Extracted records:
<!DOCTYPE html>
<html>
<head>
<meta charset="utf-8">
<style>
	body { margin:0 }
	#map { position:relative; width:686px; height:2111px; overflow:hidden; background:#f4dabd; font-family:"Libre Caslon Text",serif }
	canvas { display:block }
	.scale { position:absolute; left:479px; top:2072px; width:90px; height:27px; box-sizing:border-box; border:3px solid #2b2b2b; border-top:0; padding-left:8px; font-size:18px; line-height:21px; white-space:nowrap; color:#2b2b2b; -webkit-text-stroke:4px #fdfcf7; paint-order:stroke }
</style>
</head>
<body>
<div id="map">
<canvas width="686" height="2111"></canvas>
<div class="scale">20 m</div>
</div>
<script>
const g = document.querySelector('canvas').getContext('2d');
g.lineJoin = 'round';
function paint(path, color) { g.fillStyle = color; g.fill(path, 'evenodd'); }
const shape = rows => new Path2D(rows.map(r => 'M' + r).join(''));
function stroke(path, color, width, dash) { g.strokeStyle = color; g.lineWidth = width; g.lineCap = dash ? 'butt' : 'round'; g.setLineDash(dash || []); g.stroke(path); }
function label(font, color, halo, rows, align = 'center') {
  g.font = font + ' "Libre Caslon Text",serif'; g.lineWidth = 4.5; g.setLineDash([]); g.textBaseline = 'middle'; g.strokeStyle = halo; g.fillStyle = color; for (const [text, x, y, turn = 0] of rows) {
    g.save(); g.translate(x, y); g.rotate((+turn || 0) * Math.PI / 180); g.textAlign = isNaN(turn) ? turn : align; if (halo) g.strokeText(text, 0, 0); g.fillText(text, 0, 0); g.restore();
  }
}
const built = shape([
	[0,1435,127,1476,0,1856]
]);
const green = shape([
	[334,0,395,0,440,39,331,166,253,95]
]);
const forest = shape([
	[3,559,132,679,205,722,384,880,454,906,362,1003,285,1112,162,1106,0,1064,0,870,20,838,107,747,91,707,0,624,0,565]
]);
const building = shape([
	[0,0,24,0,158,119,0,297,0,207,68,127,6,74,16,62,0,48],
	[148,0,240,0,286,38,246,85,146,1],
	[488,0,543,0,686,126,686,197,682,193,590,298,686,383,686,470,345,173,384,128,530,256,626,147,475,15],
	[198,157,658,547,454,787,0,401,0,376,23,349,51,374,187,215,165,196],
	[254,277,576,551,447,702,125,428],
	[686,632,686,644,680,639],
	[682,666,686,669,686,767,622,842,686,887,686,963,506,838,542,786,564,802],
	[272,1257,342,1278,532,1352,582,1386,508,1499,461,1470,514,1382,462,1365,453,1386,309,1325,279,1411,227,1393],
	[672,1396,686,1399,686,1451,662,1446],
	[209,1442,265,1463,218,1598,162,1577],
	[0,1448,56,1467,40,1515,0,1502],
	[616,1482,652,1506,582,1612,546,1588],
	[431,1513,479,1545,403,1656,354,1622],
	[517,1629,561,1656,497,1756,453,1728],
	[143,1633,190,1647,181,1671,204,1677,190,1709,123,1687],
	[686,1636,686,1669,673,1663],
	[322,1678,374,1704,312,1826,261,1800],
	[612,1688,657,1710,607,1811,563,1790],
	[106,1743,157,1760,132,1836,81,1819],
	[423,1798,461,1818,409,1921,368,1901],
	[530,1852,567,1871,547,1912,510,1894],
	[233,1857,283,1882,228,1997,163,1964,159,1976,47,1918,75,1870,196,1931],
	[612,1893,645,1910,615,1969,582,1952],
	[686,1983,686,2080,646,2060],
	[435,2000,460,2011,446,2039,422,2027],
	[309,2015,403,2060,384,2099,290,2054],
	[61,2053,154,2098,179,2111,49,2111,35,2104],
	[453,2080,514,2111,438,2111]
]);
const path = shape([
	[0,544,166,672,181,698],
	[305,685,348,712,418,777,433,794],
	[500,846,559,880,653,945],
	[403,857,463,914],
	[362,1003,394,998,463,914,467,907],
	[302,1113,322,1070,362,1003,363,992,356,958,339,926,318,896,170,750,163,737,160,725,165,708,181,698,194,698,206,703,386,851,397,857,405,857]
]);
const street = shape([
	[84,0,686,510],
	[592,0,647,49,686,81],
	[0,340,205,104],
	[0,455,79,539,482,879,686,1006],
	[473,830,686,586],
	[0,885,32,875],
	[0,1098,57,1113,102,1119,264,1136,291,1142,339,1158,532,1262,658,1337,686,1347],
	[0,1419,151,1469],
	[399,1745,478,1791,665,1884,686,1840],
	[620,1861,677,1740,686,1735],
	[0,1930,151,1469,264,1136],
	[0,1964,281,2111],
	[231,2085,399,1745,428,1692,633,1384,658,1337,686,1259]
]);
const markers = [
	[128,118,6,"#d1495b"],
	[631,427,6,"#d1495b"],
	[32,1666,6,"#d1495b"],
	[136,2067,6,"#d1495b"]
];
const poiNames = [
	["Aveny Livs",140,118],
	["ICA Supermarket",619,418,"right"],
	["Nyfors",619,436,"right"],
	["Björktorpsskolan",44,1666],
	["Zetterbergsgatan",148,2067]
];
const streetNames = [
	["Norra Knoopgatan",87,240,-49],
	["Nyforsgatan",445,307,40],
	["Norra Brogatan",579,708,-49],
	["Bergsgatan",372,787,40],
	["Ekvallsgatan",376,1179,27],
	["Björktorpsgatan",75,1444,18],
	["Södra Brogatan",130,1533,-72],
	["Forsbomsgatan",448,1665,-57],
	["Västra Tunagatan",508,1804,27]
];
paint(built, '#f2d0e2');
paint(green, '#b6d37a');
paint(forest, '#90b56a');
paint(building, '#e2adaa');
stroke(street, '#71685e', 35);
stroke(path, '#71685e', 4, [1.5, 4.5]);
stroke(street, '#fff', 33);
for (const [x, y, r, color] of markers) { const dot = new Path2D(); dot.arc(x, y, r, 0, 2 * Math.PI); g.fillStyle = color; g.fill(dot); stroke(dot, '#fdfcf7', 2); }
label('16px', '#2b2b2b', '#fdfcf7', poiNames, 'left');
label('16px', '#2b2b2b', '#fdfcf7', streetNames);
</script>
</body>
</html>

> _Required work_: Which lines above hold the string "setLineDash"? Copy every one of them.

> _Task result_:
function stroke(path, color, width, dash) { g.strokeStyle = color; g.lineWidth = width; g.lineCap = dash ? 'butt' : 'round'; g.setLineDash(dash || []); g.stroke(path); }
  g.font = font + ' "Libre Caslon Text",serif'; g.lineWidth = 4.5; g.setLineDash([]); g.textBaseline = 'middle'; g.strokeStyle = halo; g.fillStyle = color; for (const [text, x, y, turn = 0] of rows) {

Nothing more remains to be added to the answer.